If you used more years (e.g., 20+ years) of overlapping satellite passive microwave sensor datasets, e.g., different SSM/I versions, could you apply the random forest regression approach separately for each month (and more months) and by region (e.g., U.S. Rocky Mountains, Upper Great Plains), since each of these categories would have distinct snow characteristics, like differences in snow densities (e.g., coastal mountains vs. continental plains regions, or accumulation vs. ablation periods), which can affect brightness temperature signals?
Abstract: The authors state around line 14: “under all-weather conditions”, which I feel is not representative to summarize in the abstract. The authors can say that they applied the random forest regression technique, along with three other retrieval algorithms, for “dry snow conditions in peak Northern Hemisphere winter months (January and February).”
Abstract (around lines 19-20): The authors mention that they obtain “with higher accuracy and no out-of-range estimated values” associated with the random forest regression technique. They may also want to note that this algorithm tends to underestimate upper fractional snow cover values and especially overestimates when no to little snow fraction is present, in comparison to the reference snow cover dataset.
Page 4, Lines 26-27: The authors state here that they used “bilinear interpolation” to “aggregate the 3.125 km spatial resolution data to 6.25 km”. Typically, bilinear interpolation is used for downscaling coarser grid datasets to finer grids. How was such an interpolation used here for “aggregation”? Please provide additional background on why this was selected, versus an averaging or mode-based scheme.
Page 5, lines 7-8: Authors state that GHCN-D data from 50,000 sites across Canada and US were collected and included in this study. Actually, this number is higher than what is available for the sites with actual snow depth measurements taken (e.g., may be closer to 10,000 stations for the year of interest, e.g., 2017). The authors may want to mention here how many stations are exactly included in their ground station analysis.

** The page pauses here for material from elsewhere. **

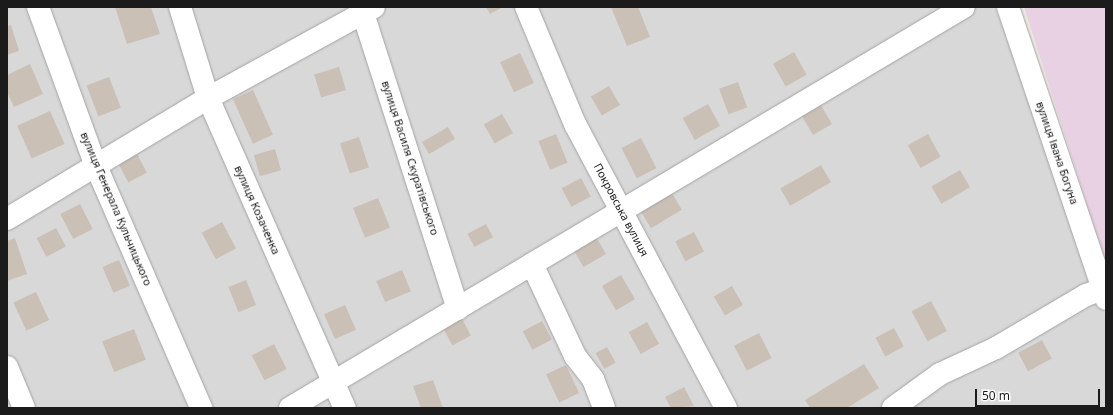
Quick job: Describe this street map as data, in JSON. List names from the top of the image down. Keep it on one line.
{"streets":{"street":["вулиця Івана Богуна","вулиця Василя Скуратівського","вулиця Генерала Кульчицького","вулиця Козаченка","Покровська вулиця"]},"scale_bar":"50 m"}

Pages 6-7, Section 3.1: I would recommend, early on in this section, mentioning that you compare your application of random forest regression as a new retrieval method against the other three known methods (linear regression, MARS and ANN), and specifically mention them in the first paragraph of this section. The reason is that these other methods have been applied before and you are demonstrating the application of this fourth method. If it has never been applied in such an application related to passive microwave snow cover estimates, you will want to highlight that as both novel and part of your hypothesis that you are testing in deriving snow cover estimates from passive microwave brightness temperatures.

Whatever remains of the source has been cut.